[Start of Attachment]

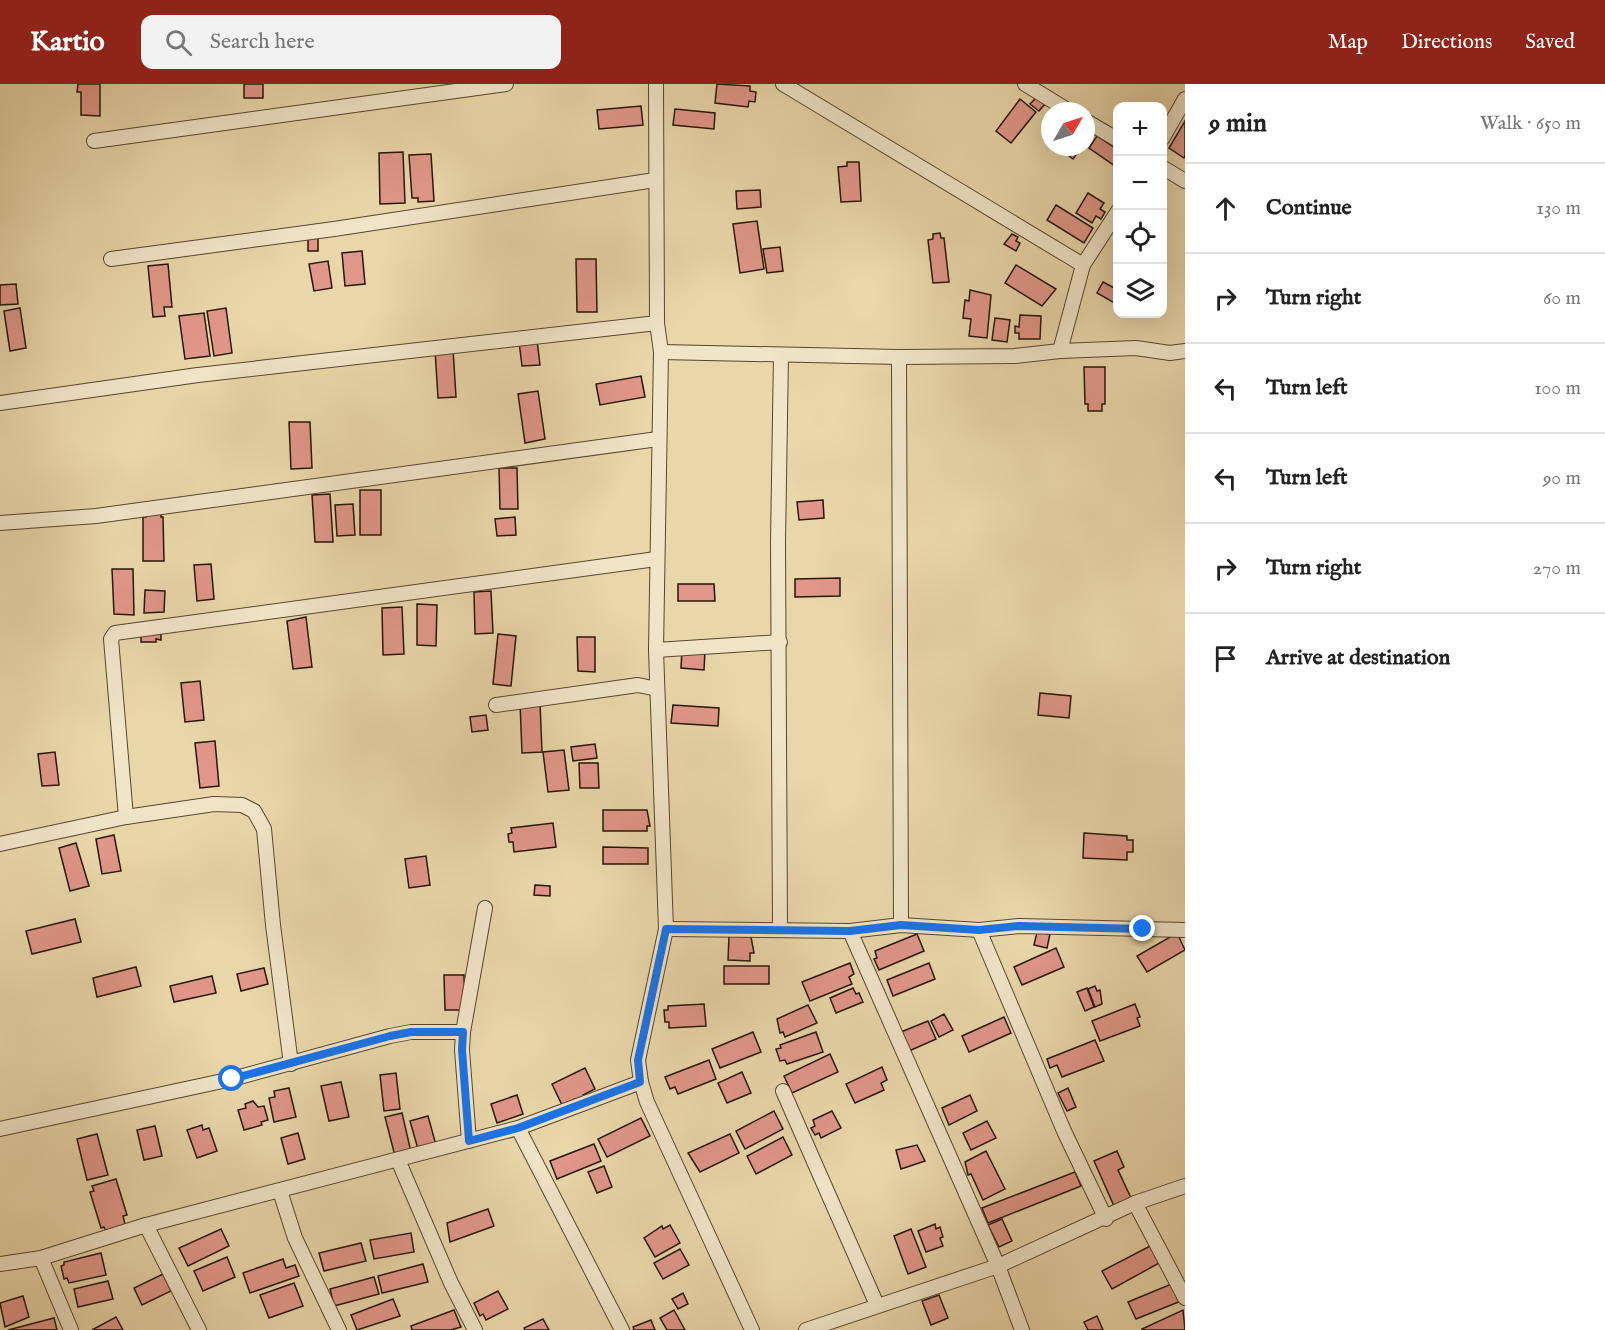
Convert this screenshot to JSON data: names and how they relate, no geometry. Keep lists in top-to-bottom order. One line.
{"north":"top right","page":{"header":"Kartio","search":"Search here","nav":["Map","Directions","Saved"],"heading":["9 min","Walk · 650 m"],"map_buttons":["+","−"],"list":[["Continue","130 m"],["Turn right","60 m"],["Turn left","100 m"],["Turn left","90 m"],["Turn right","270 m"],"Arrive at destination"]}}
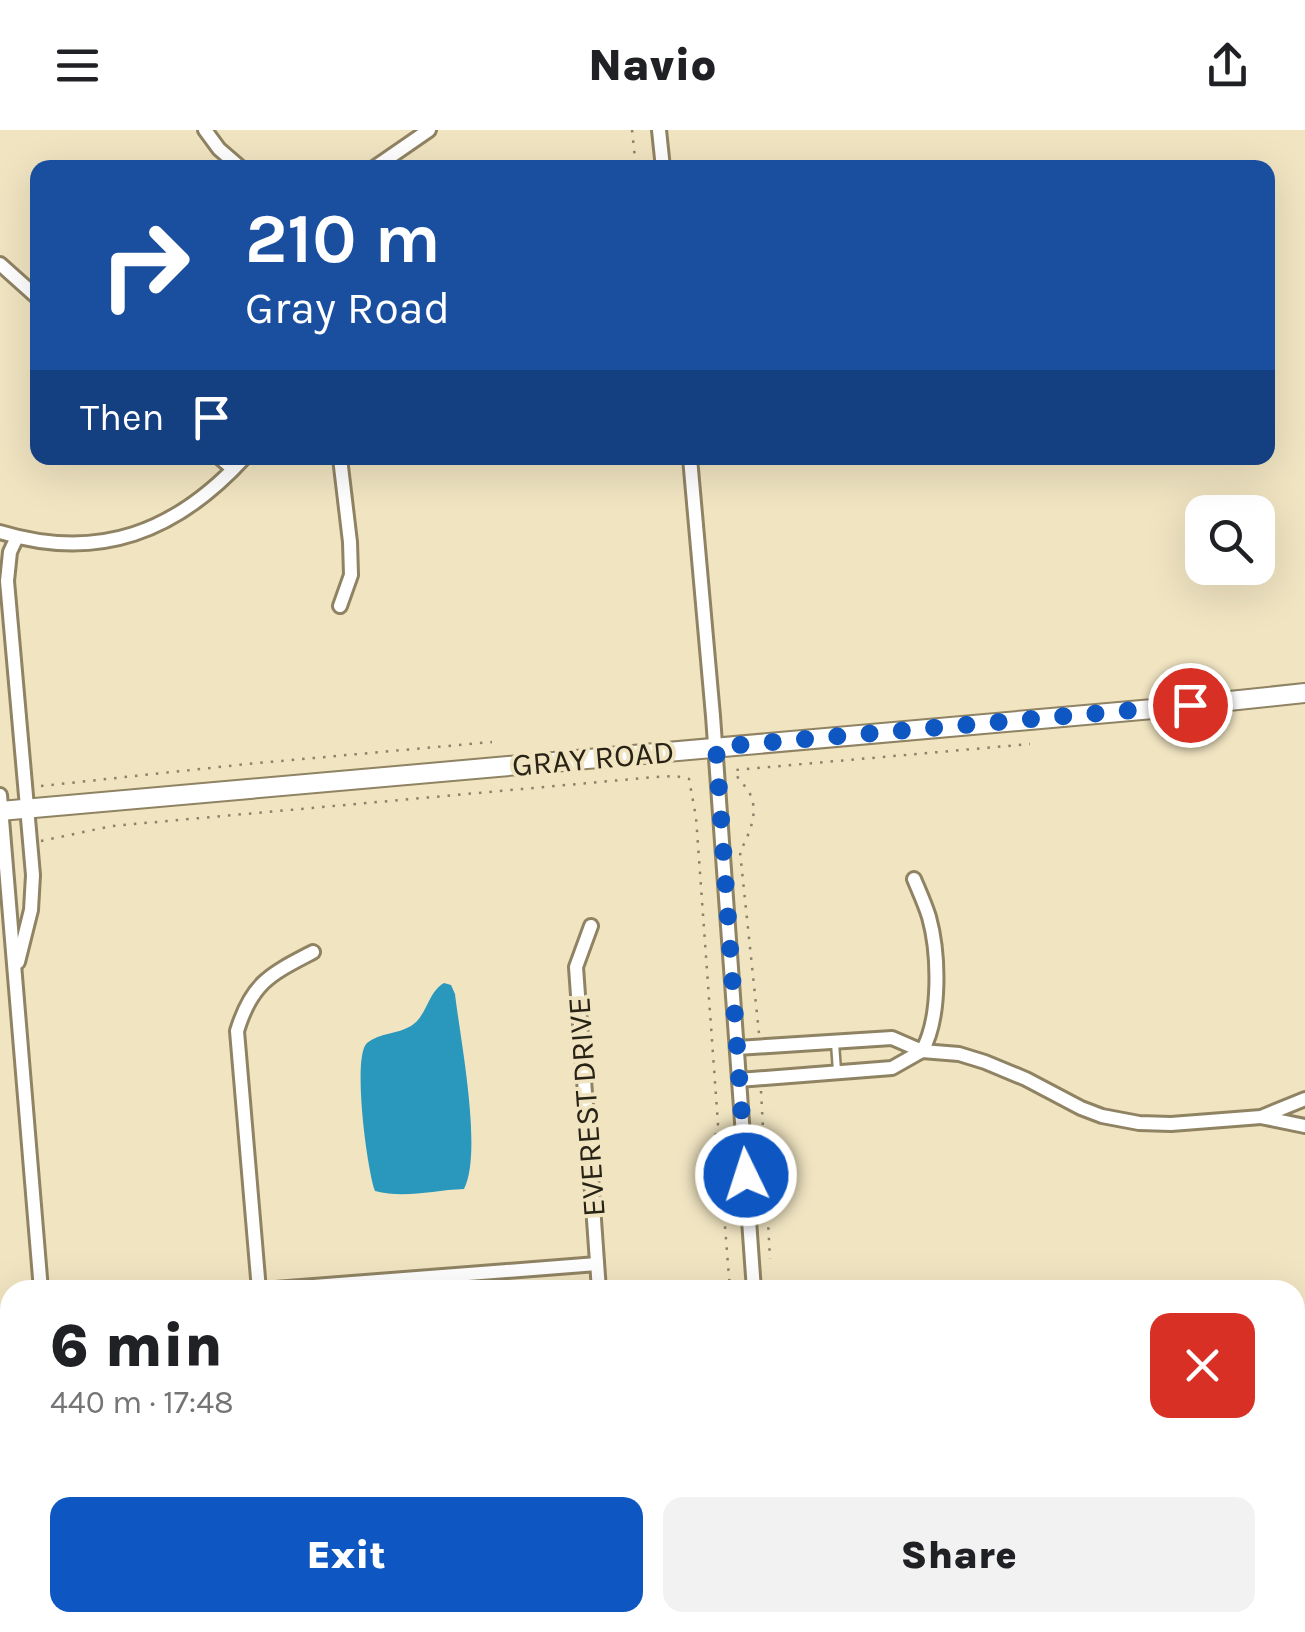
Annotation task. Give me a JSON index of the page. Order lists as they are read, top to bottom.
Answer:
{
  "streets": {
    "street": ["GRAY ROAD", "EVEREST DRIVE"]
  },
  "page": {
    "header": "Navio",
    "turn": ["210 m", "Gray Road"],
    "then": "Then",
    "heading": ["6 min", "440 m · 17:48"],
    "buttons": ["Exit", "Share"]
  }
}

[End of Attachment]

Starting with the first line of the data above, write out each line exactly up to and including the line that holds "Annotation task. Give". Pictures stay out.

Convert this screenshot to JSON data: names and how they relate, no geometry. Keep lists in top-to-bottom order. One line.
{"north":"top right","page":{"header":"Kartio","search":"Search here","nav":["Map","Directions","Saved"],"heading":["9 min","Walk · 650 m"],"map_buttons":["+","−"],"list":[["Continue","130 m"],["Turn right","60 m"],["Turn left","100 m"],["Turn left","90 m"],["Turn right","270 m"],"Arrive at destination"]}}
Annotation task. Give me a JSON index of the page. Order lists as they are read, top to bottom.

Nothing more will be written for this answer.